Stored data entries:
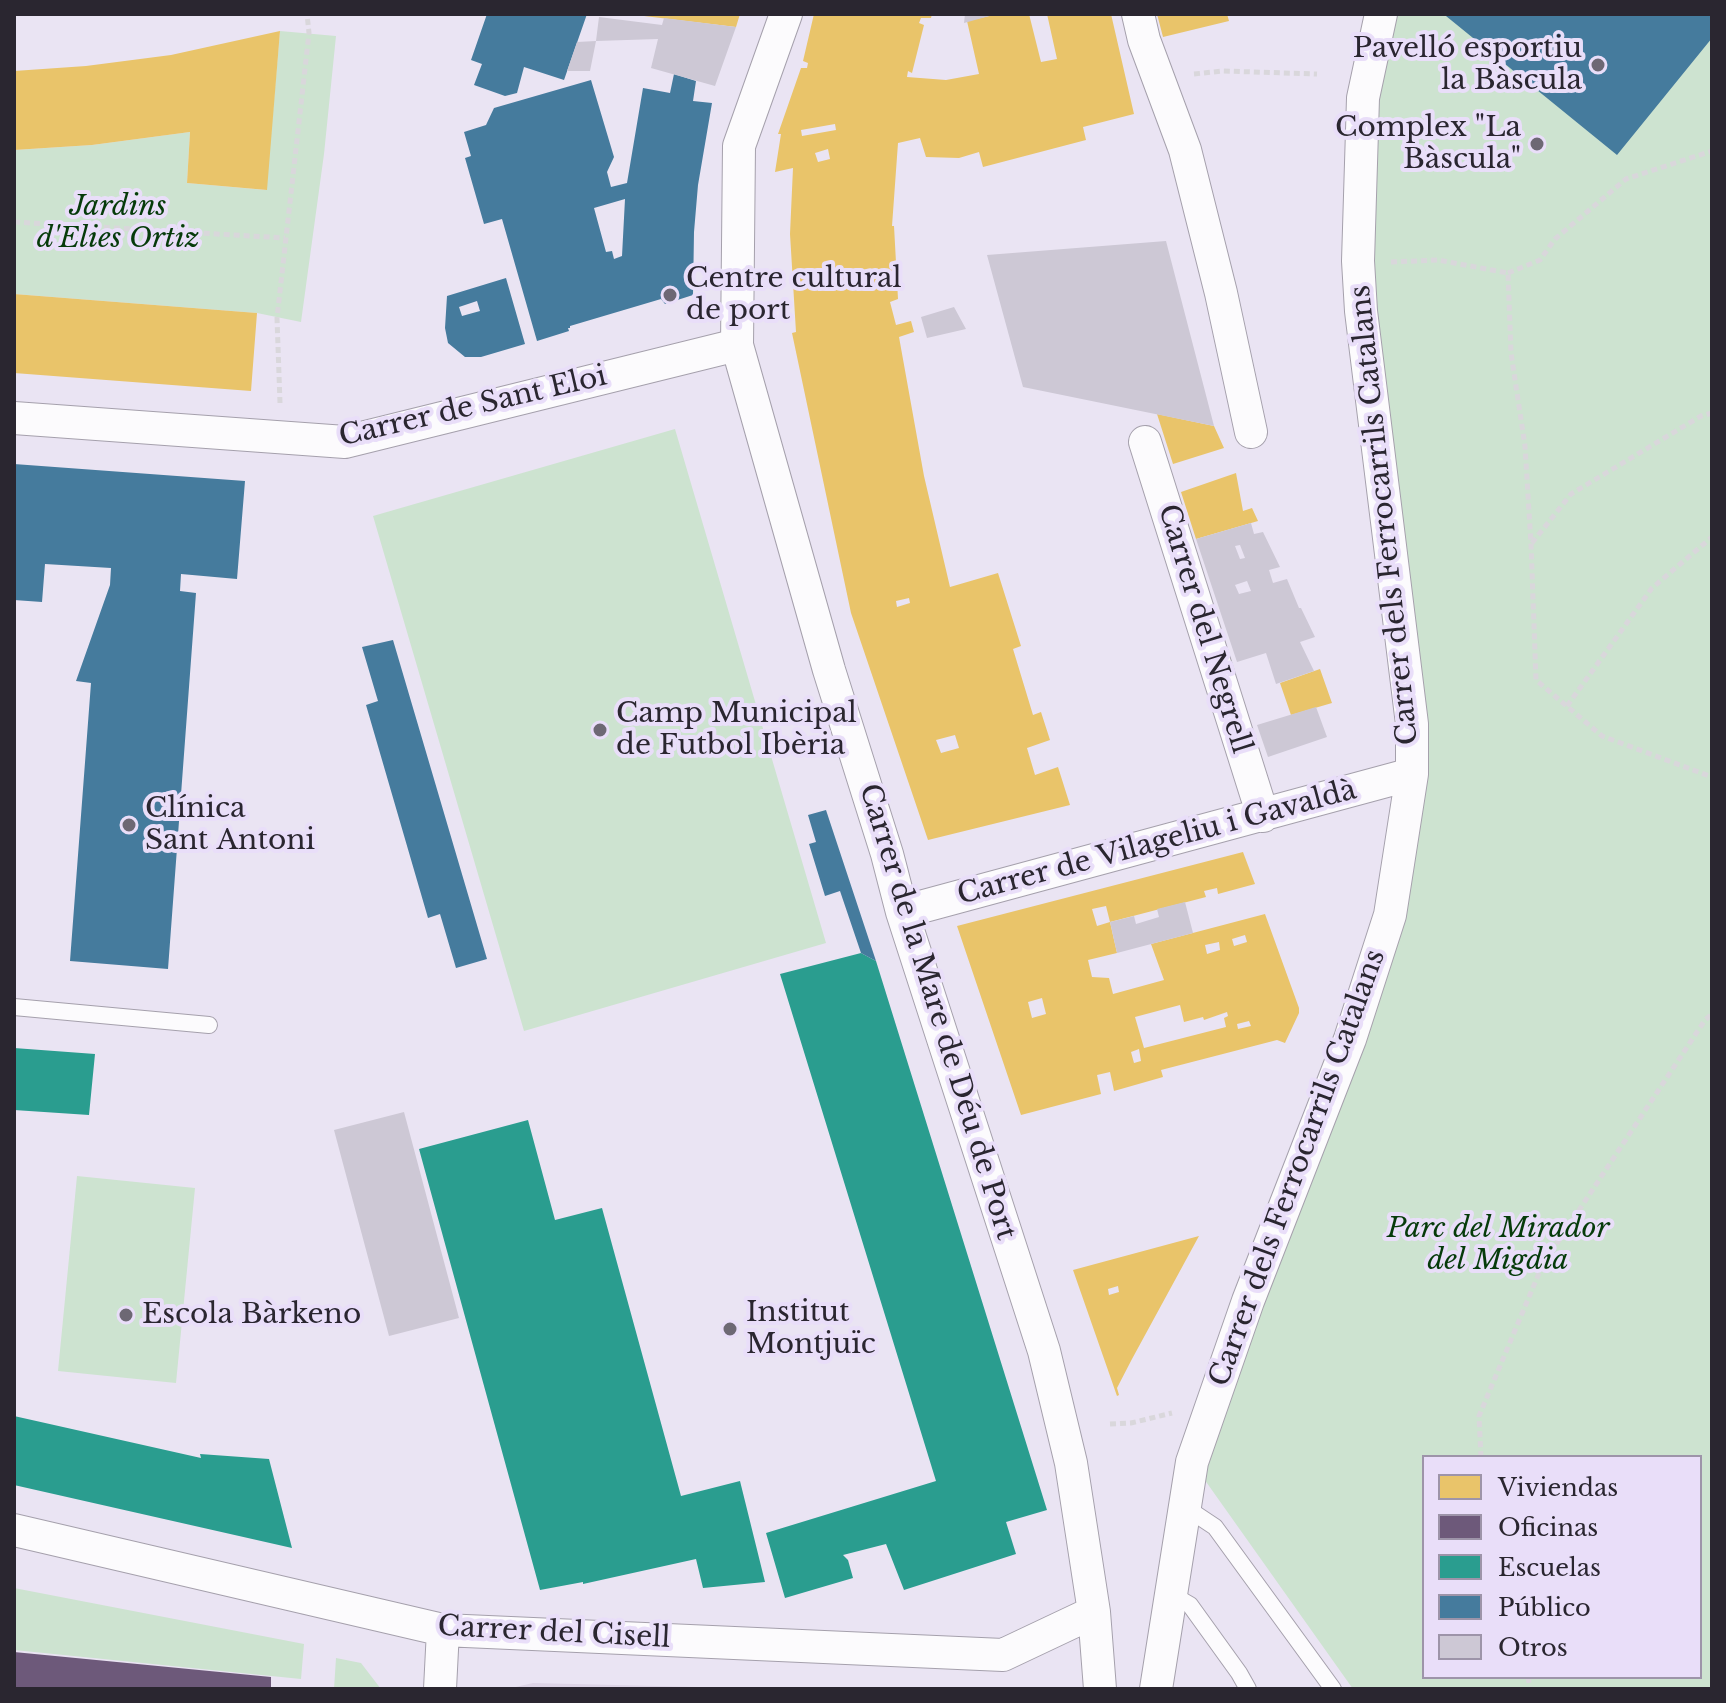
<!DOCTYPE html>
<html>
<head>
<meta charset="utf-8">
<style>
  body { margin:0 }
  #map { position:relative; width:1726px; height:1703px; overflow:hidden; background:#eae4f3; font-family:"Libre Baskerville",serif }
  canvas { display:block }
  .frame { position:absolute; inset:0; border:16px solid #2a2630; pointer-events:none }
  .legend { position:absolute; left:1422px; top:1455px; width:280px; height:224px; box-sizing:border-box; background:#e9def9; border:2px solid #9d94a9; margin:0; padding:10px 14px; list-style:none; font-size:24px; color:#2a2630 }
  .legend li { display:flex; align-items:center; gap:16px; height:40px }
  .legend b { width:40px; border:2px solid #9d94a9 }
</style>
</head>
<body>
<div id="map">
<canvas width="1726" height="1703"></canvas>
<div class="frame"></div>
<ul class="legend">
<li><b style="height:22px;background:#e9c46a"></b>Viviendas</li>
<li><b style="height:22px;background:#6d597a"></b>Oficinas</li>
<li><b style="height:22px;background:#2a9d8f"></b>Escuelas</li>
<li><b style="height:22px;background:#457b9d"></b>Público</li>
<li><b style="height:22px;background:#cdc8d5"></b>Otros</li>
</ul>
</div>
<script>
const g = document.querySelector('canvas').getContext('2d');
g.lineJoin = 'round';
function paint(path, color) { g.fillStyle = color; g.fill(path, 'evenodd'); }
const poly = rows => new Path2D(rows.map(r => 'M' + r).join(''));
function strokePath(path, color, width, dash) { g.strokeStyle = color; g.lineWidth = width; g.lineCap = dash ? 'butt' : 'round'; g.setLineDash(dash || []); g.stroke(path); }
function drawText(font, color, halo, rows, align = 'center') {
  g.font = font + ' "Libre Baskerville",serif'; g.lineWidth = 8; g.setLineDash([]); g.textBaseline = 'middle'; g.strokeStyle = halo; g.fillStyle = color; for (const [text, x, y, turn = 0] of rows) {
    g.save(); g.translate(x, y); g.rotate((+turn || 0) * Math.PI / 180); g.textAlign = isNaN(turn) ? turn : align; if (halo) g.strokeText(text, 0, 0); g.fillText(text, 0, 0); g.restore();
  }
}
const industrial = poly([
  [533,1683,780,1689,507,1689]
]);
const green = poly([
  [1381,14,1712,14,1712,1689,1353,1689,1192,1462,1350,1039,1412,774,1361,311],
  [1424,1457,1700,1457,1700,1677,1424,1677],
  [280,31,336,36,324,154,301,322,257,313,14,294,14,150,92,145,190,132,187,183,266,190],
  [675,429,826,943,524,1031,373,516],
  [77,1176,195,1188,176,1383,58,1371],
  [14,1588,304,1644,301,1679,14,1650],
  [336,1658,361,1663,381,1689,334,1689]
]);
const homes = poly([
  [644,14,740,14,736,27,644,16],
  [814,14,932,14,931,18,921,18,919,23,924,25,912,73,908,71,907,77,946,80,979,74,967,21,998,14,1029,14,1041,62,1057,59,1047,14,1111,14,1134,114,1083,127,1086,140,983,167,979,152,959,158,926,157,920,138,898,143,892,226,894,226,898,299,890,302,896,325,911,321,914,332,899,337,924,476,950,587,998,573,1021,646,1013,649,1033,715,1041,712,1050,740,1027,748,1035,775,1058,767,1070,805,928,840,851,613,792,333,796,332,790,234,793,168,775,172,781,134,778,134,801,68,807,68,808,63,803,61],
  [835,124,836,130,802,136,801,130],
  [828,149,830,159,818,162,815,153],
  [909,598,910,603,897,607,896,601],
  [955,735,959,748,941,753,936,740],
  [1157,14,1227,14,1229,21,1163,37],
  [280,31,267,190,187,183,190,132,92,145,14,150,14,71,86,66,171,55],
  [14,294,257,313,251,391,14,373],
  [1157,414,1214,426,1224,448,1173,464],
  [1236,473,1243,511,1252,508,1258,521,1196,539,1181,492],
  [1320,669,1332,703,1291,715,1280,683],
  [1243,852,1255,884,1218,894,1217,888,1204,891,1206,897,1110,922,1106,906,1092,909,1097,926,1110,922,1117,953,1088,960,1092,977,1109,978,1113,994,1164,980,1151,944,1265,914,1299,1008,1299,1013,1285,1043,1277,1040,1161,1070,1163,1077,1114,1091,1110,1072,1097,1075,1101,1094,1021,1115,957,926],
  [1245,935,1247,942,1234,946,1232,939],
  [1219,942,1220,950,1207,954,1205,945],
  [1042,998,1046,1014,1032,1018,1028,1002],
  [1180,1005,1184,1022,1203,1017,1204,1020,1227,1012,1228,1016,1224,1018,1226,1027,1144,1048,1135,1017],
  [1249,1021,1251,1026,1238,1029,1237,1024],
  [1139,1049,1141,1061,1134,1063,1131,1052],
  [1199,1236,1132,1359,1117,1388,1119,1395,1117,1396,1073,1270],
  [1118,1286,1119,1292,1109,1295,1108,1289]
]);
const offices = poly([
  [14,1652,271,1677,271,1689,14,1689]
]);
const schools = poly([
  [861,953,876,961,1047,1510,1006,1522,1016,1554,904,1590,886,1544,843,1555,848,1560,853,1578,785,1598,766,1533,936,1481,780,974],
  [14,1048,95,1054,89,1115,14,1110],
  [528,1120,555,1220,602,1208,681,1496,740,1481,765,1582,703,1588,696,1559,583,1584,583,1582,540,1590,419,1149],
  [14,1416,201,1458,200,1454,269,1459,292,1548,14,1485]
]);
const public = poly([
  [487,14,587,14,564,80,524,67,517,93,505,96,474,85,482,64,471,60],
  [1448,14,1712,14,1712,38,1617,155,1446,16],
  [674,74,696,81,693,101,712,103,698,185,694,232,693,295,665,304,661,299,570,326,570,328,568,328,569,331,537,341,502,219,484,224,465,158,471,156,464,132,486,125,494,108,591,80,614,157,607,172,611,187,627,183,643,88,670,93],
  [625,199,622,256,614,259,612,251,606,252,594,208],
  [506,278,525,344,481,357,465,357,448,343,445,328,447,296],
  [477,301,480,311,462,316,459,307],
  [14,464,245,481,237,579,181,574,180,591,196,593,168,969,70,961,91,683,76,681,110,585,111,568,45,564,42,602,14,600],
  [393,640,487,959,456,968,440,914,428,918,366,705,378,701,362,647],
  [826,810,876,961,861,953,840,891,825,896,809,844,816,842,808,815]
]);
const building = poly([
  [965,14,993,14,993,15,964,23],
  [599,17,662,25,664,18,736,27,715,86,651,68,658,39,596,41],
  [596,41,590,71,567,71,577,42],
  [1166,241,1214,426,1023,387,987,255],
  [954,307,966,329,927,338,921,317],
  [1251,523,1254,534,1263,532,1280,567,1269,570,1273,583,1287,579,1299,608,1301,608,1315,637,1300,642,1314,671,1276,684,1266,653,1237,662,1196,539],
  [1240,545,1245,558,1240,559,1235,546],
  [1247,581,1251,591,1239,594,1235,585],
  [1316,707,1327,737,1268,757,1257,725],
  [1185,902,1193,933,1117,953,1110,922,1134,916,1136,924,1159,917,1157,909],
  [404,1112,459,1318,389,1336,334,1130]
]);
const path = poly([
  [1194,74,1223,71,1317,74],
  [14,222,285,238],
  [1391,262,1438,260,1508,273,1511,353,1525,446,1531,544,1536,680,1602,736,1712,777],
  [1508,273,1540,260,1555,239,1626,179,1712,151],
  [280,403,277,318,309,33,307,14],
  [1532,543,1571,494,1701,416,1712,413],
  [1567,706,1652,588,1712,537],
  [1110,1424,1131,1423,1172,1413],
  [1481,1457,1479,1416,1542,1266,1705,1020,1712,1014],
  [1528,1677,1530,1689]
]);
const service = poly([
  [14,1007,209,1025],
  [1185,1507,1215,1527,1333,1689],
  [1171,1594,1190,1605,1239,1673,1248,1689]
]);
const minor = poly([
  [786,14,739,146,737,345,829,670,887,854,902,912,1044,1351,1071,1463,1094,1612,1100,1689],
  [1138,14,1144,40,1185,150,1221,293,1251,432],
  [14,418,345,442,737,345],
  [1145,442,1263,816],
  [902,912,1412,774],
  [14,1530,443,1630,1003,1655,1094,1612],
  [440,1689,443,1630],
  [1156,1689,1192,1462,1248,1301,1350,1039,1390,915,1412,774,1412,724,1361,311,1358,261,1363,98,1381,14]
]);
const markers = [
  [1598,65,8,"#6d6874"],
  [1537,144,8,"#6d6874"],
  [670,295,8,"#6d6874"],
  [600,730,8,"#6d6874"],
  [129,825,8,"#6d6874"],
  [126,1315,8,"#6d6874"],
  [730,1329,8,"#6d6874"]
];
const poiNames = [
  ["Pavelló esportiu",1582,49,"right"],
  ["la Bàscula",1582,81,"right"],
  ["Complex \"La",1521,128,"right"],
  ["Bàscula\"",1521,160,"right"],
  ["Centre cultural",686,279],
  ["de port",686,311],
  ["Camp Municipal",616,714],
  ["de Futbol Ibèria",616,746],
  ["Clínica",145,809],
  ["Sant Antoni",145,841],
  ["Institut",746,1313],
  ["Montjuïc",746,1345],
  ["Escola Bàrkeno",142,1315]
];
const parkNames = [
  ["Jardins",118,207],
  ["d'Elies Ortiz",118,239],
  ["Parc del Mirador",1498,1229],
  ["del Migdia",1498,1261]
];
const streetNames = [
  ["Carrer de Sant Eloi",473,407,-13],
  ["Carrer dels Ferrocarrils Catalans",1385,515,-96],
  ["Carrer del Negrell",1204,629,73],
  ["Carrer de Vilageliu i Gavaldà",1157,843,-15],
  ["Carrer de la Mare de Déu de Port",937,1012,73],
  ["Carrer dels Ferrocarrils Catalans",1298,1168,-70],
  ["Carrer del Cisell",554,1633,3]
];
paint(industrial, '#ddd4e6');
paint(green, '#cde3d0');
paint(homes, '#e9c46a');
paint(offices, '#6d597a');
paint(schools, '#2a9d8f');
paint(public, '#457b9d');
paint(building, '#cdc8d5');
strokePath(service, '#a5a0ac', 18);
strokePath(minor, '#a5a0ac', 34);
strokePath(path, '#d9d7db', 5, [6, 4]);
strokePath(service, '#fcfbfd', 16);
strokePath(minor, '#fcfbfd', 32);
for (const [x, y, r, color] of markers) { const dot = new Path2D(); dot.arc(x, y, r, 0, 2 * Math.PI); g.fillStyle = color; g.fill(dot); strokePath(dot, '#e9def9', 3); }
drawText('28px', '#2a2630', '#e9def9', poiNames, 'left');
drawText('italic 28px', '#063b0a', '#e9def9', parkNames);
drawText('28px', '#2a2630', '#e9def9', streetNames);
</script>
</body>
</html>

* * *

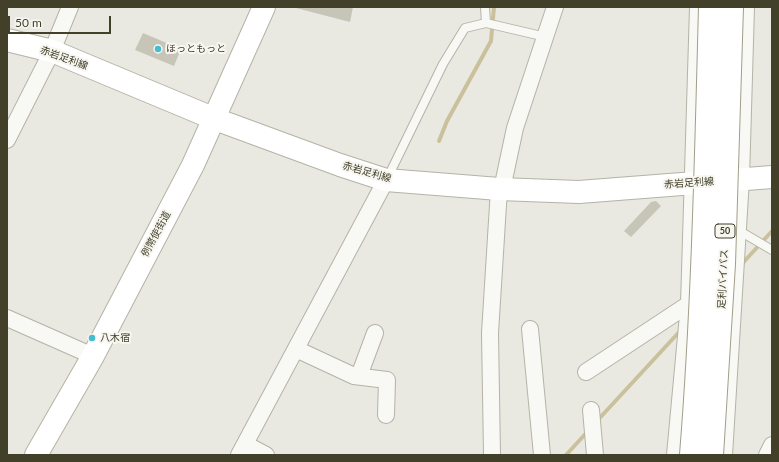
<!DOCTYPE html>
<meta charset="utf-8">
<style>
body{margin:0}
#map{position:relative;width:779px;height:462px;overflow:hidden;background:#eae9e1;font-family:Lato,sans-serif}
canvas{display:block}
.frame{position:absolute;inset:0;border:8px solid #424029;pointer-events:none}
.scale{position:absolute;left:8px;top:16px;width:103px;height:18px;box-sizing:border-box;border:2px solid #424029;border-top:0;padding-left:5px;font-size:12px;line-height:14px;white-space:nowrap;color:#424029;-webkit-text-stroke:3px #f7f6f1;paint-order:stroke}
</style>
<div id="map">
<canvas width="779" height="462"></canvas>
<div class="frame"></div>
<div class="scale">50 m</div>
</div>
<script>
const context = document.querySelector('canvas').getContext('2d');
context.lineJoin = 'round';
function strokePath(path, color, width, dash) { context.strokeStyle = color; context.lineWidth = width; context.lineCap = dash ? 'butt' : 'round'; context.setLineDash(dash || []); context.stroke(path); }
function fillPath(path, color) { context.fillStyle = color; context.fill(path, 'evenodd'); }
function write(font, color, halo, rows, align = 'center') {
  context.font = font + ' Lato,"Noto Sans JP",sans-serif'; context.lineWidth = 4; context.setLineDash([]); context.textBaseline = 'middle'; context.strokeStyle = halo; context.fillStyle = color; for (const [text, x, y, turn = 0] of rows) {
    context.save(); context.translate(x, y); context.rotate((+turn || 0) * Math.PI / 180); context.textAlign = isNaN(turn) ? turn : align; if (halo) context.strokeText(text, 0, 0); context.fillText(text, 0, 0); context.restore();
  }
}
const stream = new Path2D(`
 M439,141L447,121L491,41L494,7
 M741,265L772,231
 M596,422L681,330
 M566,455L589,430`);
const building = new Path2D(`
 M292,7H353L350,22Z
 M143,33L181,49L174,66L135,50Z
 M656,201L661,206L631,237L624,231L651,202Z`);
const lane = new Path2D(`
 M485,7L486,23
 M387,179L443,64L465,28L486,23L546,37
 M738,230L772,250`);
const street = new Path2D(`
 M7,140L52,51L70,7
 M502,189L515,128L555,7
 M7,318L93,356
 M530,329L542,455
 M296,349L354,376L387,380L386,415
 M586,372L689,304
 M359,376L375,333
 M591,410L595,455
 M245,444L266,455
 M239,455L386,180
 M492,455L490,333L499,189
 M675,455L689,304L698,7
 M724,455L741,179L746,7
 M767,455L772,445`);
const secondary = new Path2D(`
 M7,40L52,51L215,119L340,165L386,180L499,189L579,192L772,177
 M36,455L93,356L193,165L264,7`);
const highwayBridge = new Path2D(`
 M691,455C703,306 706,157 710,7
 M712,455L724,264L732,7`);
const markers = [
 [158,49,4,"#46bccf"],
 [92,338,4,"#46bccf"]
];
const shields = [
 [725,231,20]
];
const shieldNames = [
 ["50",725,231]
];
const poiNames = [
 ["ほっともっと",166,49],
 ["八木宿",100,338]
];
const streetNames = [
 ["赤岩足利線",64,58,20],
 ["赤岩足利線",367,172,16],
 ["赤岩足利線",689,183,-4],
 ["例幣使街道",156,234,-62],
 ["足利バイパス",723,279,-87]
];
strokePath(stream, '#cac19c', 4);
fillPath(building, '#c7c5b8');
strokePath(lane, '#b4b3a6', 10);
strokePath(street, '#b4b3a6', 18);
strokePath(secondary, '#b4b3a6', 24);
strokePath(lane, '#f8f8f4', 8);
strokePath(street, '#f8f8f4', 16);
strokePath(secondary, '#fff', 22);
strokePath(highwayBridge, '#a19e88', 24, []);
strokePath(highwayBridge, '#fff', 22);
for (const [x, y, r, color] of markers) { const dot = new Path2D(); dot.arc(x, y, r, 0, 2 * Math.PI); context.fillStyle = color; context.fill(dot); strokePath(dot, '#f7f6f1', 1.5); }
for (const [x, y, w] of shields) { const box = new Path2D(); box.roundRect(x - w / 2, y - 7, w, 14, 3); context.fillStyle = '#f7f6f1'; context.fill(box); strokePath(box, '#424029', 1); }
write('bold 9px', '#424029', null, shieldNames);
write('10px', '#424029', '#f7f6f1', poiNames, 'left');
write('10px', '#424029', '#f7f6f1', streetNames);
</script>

REQUIRED ACTION >>
The lines to extract from the data above begin with the line containing "const g = document.querySelector('canvas').getContext('2d');" and end with the line containing "const poly = rows". Extract them exactly, including both.

OUTPUT FOR THIS EXERCISE >>
const g = document.querySelector('canvas').getContext('2d');
g.lineJoin = 'round';
function paint(path, color) { g.fillStyle = color; g.fill(path, 'evenodd'); }
const poly = rows => new Path2D(rows.map(r => 'M' + r).join(''));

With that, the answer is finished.